### [Problem details]
Instruction for the data below: set down exactly the lines from the line with "if (halo) g.strokeText(text, 0, 0);" to the line with "[987,3,997,91,1010,119,905,151,894,143,835,106,787,84,780,4]", inclusive, and no others.

### [Materials provided]

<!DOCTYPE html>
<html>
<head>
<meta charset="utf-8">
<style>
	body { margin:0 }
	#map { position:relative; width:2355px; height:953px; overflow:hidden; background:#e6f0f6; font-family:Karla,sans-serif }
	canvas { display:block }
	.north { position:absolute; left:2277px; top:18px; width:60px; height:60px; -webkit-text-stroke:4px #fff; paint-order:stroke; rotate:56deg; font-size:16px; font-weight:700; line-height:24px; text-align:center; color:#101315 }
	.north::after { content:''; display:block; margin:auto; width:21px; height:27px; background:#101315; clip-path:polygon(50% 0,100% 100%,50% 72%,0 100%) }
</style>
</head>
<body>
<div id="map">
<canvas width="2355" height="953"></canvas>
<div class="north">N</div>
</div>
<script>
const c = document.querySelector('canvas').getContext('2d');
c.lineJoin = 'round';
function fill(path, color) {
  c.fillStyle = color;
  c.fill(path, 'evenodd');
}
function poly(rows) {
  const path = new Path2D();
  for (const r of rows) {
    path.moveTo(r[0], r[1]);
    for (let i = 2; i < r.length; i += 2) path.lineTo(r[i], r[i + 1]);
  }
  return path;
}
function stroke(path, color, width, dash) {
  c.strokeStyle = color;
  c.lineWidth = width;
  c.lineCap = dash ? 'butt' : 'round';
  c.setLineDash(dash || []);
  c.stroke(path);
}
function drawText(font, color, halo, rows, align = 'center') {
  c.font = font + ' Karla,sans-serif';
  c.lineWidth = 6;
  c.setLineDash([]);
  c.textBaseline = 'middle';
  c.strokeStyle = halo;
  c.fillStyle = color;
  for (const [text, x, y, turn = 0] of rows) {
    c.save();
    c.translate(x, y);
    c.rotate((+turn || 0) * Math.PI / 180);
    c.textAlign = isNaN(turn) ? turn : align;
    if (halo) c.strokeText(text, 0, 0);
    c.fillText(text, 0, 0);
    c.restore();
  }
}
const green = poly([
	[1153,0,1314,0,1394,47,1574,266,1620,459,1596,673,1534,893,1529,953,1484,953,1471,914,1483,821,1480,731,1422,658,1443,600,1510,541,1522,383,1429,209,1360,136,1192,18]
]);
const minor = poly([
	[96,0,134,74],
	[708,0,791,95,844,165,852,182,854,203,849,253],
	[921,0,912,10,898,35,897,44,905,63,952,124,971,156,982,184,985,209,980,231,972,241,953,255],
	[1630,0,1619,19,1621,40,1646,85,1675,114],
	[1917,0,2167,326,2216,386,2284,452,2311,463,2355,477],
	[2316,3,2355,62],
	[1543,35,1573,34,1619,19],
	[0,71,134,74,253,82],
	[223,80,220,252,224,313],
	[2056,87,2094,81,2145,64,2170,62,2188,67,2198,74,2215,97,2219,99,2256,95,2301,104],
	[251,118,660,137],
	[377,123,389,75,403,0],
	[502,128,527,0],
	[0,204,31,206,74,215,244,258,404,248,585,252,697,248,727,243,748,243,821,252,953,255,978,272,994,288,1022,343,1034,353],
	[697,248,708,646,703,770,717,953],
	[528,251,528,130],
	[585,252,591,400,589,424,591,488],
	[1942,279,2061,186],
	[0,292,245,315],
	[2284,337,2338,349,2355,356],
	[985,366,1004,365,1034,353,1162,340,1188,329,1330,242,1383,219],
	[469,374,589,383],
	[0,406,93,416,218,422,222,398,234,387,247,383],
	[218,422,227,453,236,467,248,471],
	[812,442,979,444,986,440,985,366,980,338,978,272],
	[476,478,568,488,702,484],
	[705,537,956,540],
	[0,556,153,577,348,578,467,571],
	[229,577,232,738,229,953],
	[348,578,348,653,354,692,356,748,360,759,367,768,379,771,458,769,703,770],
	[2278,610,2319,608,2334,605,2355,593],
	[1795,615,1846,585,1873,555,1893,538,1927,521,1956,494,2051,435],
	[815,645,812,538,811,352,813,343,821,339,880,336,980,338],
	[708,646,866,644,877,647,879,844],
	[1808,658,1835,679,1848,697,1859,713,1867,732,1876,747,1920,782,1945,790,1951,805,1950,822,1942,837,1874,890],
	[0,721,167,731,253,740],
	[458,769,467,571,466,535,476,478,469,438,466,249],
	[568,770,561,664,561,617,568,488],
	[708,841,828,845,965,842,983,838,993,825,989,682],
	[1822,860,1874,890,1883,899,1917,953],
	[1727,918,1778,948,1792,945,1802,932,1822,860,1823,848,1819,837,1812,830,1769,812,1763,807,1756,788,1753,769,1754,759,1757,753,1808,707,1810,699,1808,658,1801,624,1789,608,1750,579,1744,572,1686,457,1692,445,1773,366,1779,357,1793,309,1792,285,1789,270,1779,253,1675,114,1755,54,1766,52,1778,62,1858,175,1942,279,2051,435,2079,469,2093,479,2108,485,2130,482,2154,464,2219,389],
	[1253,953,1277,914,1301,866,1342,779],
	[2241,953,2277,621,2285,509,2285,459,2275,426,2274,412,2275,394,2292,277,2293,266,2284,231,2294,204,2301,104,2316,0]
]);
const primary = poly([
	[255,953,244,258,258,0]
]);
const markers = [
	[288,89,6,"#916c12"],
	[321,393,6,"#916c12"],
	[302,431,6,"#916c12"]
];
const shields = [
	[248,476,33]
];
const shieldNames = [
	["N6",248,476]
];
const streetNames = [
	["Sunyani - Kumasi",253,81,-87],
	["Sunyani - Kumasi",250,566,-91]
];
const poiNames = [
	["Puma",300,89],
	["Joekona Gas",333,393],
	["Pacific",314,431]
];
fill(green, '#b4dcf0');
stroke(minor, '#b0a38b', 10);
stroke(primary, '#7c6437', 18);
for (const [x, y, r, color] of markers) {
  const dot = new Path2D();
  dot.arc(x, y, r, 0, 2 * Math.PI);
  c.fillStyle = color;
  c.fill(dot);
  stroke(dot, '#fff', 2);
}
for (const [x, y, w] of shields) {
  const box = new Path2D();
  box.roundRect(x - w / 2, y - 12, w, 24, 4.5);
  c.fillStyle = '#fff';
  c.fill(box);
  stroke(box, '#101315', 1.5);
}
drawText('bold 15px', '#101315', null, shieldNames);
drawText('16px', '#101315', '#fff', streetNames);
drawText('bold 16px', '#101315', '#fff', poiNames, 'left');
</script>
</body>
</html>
==
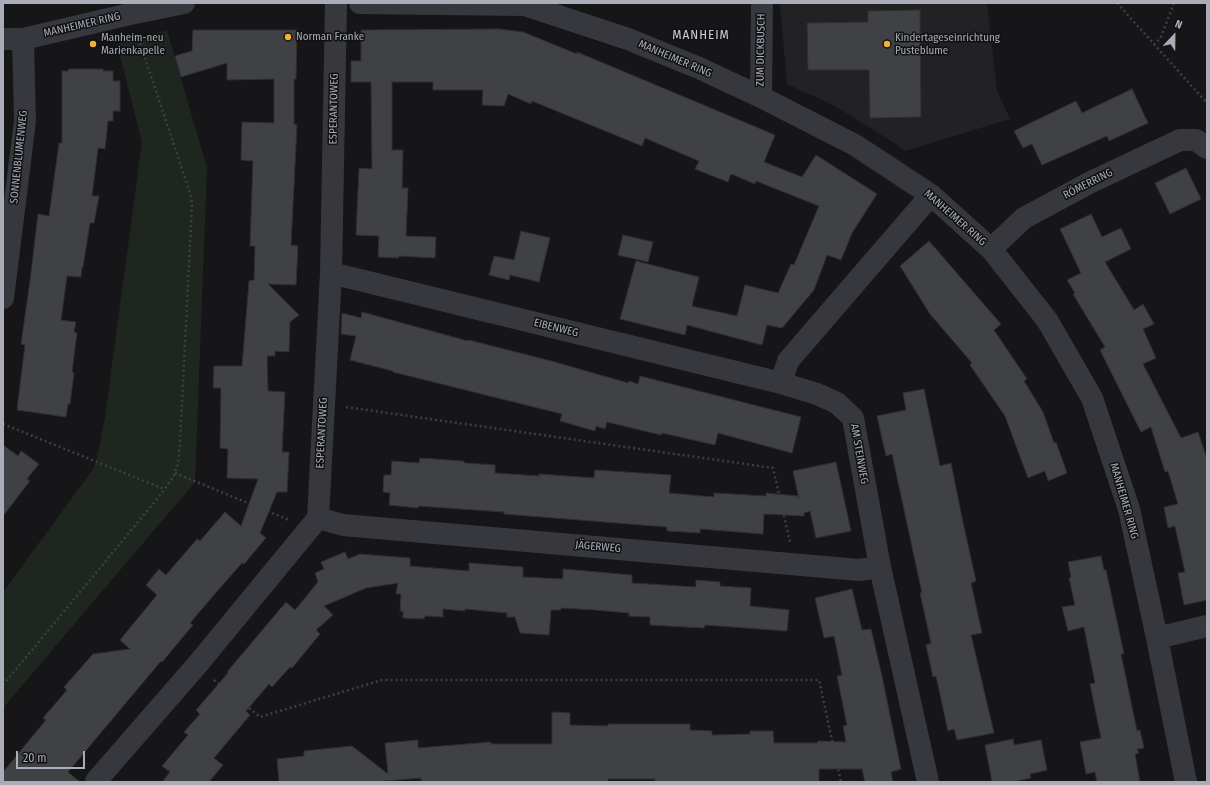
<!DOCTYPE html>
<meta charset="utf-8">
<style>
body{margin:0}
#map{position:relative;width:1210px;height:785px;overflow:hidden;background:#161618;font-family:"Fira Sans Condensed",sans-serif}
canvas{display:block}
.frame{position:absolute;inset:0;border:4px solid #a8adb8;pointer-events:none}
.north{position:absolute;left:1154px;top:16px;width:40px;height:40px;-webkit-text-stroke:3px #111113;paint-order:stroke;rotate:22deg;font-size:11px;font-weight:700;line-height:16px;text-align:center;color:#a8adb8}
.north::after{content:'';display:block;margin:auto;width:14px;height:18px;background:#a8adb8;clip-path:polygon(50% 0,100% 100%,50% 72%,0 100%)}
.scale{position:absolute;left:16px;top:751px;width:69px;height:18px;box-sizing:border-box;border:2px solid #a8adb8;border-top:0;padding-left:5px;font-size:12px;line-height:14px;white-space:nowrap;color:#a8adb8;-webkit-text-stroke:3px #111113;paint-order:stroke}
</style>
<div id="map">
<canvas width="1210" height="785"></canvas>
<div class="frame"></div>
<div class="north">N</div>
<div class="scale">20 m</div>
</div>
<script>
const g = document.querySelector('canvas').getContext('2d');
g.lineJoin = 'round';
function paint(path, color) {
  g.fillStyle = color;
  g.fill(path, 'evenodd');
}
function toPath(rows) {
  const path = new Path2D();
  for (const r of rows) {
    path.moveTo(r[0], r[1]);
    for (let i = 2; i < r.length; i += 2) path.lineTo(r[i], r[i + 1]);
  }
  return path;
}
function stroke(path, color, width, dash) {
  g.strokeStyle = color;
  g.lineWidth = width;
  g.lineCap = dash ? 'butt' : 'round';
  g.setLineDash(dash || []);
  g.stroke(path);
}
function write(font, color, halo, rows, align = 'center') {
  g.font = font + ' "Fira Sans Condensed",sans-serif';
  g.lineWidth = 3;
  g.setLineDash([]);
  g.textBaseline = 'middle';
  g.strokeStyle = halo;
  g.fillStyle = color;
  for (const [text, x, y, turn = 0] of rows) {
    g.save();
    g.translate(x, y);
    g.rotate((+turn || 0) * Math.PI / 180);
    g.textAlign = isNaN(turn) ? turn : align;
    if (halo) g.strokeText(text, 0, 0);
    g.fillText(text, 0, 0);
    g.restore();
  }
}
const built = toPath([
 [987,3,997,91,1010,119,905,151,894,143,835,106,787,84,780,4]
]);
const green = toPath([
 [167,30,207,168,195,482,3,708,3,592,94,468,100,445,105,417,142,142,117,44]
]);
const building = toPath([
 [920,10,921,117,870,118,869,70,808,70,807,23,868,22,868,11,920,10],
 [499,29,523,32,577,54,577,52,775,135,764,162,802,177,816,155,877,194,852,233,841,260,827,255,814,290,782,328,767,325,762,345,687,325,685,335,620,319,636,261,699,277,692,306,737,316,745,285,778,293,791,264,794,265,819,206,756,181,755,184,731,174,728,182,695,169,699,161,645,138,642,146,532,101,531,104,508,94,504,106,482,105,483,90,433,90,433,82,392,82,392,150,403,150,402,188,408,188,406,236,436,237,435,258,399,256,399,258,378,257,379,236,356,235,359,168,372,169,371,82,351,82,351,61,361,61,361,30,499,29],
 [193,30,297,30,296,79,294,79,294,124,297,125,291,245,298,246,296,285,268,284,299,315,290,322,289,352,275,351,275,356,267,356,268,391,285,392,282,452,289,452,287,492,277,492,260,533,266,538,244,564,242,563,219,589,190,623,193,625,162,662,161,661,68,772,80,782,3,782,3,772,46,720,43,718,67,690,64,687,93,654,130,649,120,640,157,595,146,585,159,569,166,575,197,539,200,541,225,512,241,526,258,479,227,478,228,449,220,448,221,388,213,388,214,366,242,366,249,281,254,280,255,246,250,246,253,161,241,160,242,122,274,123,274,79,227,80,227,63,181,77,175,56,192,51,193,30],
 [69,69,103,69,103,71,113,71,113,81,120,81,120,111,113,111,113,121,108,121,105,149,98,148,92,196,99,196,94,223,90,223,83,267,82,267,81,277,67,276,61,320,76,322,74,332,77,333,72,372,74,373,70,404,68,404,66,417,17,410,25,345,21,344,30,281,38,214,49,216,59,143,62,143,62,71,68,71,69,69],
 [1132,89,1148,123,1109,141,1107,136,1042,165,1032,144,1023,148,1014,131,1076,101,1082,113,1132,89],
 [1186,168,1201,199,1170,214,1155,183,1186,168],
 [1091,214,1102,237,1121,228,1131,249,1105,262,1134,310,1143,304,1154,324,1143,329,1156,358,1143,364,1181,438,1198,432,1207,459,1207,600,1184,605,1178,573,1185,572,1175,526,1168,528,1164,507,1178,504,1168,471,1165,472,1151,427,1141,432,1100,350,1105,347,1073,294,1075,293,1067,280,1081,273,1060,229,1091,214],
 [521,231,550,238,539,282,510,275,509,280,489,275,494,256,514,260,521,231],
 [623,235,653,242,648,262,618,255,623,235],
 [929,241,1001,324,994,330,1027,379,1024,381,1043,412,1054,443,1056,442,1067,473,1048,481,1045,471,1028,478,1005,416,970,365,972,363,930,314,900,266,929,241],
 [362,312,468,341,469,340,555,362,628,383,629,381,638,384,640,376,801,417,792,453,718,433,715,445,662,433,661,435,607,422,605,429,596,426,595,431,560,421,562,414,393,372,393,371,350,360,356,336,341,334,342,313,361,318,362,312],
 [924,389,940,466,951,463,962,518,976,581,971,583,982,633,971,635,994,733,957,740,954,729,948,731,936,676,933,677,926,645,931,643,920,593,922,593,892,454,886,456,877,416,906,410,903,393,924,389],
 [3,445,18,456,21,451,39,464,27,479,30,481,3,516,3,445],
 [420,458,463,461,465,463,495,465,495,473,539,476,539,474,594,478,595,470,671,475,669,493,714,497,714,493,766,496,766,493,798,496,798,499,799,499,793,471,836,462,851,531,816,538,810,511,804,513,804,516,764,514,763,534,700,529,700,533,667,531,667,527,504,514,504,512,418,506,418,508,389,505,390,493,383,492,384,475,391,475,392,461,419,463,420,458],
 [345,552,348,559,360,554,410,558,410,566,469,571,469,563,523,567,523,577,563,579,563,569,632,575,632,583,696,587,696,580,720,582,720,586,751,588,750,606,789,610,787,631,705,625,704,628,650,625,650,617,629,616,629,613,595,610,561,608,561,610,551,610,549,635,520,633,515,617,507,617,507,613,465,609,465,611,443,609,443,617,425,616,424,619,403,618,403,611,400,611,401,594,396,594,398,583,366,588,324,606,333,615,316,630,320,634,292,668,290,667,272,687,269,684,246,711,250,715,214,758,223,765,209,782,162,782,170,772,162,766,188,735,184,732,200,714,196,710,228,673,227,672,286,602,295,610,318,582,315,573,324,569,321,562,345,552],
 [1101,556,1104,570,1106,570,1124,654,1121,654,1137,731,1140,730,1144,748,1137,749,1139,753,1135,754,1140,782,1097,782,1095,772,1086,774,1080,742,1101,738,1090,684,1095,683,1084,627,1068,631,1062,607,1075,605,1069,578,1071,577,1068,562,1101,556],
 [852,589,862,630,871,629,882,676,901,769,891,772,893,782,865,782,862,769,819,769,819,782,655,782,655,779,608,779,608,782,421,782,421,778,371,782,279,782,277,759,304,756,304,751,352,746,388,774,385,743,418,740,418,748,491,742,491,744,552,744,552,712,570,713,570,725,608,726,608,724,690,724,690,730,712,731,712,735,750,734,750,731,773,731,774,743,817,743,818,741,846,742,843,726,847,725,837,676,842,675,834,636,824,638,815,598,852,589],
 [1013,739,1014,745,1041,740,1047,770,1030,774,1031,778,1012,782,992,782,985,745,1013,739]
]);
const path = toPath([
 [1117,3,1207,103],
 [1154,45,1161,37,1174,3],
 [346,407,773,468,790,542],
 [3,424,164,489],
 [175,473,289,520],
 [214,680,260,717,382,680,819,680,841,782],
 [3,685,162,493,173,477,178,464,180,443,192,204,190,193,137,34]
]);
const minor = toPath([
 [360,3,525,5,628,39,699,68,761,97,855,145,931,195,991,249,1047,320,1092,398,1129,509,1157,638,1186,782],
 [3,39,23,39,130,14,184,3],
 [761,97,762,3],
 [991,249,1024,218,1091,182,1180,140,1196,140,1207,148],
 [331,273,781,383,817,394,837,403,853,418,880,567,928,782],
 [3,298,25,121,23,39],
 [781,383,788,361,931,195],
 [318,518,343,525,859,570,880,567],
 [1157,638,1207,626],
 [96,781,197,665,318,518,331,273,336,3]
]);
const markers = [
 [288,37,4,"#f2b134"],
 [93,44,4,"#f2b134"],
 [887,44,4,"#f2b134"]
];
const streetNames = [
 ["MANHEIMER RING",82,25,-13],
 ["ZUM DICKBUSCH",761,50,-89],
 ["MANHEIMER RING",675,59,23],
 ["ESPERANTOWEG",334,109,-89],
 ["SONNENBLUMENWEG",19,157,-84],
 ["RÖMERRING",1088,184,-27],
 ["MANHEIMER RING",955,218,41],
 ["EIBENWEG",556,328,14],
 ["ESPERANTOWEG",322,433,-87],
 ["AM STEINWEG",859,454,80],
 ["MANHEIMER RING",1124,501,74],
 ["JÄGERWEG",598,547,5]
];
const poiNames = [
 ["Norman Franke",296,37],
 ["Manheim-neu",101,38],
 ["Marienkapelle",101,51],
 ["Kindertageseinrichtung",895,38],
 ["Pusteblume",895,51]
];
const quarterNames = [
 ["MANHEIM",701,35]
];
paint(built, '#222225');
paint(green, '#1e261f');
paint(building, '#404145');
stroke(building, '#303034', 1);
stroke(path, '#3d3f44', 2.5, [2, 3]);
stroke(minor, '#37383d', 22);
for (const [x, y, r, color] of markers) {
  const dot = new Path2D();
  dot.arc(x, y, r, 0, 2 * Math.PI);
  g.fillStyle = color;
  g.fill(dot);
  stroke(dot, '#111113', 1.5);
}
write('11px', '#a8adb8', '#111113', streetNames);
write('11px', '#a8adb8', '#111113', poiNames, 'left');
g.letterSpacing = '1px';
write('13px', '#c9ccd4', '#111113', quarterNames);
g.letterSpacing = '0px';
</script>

### [Output]
    if (halo) g.strokeText(text, 0, 0);
    g.fillText(text, 0, 0);
    g.restore();
  }
}
const built = toPath([
 [987,3,997,91,1010,119,905,151,894,143,835,106,787,84,780,4]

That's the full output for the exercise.